Task to carry out:
Each line of the material below should be retyped precisely as it appears.

------------------------------------------------------------------------

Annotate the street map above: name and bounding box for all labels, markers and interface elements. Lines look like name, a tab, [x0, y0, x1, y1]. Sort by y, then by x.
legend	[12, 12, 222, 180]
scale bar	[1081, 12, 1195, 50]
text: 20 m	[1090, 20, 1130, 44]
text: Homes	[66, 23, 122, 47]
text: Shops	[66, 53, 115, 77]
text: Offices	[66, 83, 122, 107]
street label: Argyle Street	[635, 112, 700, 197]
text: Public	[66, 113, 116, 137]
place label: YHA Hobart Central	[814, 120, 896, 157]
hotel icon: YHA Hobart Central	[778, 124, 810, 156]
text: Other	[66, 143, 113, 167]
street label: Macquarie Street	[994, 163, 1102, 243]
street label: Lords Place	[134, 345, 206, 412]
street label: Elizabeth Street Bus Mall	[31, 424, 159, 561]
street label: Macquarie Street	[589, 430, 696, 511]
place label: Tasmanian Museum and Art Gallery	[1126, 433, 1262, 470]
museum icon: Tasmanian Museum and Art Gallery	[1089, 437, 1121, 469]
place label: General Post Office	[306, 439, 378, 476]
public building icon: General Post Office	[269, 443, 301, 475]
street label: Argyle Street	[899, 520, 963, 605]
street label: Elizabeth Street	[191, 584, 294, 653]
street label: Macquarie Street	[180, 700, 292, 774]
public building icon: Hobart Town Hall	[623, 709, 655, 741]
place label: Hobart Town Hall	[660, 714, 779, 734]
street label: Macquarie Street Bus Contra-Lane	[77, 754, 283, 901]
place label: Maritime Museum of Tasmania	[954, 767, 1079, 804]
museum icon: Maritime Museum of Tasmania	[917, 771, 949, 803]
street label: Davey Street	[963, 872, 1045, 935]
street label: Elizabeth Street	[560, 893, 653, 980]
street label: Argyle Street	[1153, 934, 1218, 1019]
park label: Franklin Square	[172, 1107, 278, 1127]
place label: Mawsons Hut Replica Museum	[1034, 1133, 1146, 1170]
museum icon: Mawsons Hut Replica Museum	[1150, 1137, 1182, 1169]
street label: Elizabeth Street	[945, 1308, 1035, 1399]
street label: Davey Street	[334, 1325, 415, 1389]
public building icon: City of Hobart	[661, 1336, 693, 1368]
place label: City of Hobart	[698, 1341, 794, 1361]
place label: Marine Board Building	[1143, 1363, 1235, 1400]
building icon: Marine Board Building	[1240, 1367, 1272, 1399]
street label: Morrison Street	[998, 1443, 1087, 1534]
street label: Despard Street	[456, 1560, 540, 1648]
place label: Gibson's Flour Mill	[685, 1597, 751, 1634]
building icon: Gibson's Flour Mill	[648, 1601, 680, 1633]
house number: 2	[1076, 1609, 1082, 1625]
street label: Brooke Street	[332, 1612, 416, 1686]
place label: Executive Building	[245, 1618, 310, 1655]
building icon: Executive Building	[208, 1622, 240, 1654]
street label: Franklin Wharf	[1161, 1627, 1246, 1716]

------------------------------------------------------------------------

Answer to the problem:
Annotate the street map above: name and bounding box for all labels, markers and interface elements. Lines look like name, a tab, [x0, y0, x1, y1]. Sort by y, then by x.
legend	[12, 12, 222, 180]
scale bar	[1081, 12, 1195, 50]
text: 20 m	[1090, 20, 1130, 44]
text: Homes	[66, 23, 122, 47]
text: Shops	[66, 53, 115, 77]
text: Offices	[66, 83, 122, 107]
street label: Argyle Street	[635, 112, 700, 197]
text: Public	[66, 113, 116, 137]
place label: YHA Hobart Central	[814, 120, 896, 157]
hotel icon: YHA Hobart Central	[778, 124, 810, 156]
text: Other	[66, 143, 113, 167]
street label: Macquarie Street	[994, 163, 1102, 243]
street label: Lords Place	[134, 345, 206, 412]
street label: Elizabeth Street Bus Mall	[31, 424, 159, 561]
street label: Macquarie Street	[589, 430, 696, 511]
place label: Tasmanian Museum and Art Gallery	[1126, 433, 1262, 470]
museum icon: Tasmanian Museum and Art Gallery	[1089, 437, 1121, 469]
place label: General Post Office	[306, 439, 378, 476]
public building icon: General Post Office	[269, 443, 301, 475]
street label: Argyle Street	[899, 520, 963, 605]
street label: Elizabeth Street	[191, 584, 294, 653]
street label: Macquarie Street	[180, 700, 292, 774]
public building icon: Hobart Town Hall	[623, 709, 655, 741]
place label: Hobart Town Hall	[660, 714, 779, 734]
street label: Macquarie Street Bus Contra-Lane	[77, 754, 283, 901]
place label: Maritime Museum of Tasmania	[954, 767, 1079, 804]
museum icon: Maritime Museum of Tasmania	[917, 771, 949, 803]
street label: Davey Street	[963, 872, 1045, 935]
street label: Elizabeth Street	[560, 893, 653, 980]
street label: Argyle Street	[1153, 934, 1218, 1019]
park label: Franklin Square	[172, 1107, 278, 1127]
place label: Mawsons Hut Replica Museum	[1034, 1133, 1146, 1170]
museum icon: Mawsons Hut Replica Museum	[1150, 1137, 1182, 1169]
street label: Elizabeth Street	[945, 1308, 1035, 1399]
street label: Davey Street	[334, 1325, 415, 1389]
public building icon: City of Hobart	[661, 1336, 693, 1368]
place label: City of Hobart	[698, 1341, 794, 1361]
place label: Marine Board Building	[1143, 1363, 1235, 1400]
building icon: Marine Board Building	[1240, 1367, 1272, 1399]
street label: Morrison Street	[998, 1443, 1087, 1534]
street label: Despard Street	[456, 1560, 540, 1648]
place label: Gibson's Flour Mill	[685, 1597, 751, 1634]
building icon: Gibson's Flour Mill	[648, 1601, 680, 1633]
house number: 2	[1076, 1609, 1082, 1625]
street label: Brooke Street	[332, 1612, 416, 1686]
place label: Executive Building	[245, 1618, 310, 1655]
building icon: Executive Building	[208, 1622, 240, 1654]
street label: Franklin Wharf	[1161, 1627, 1246, 1716]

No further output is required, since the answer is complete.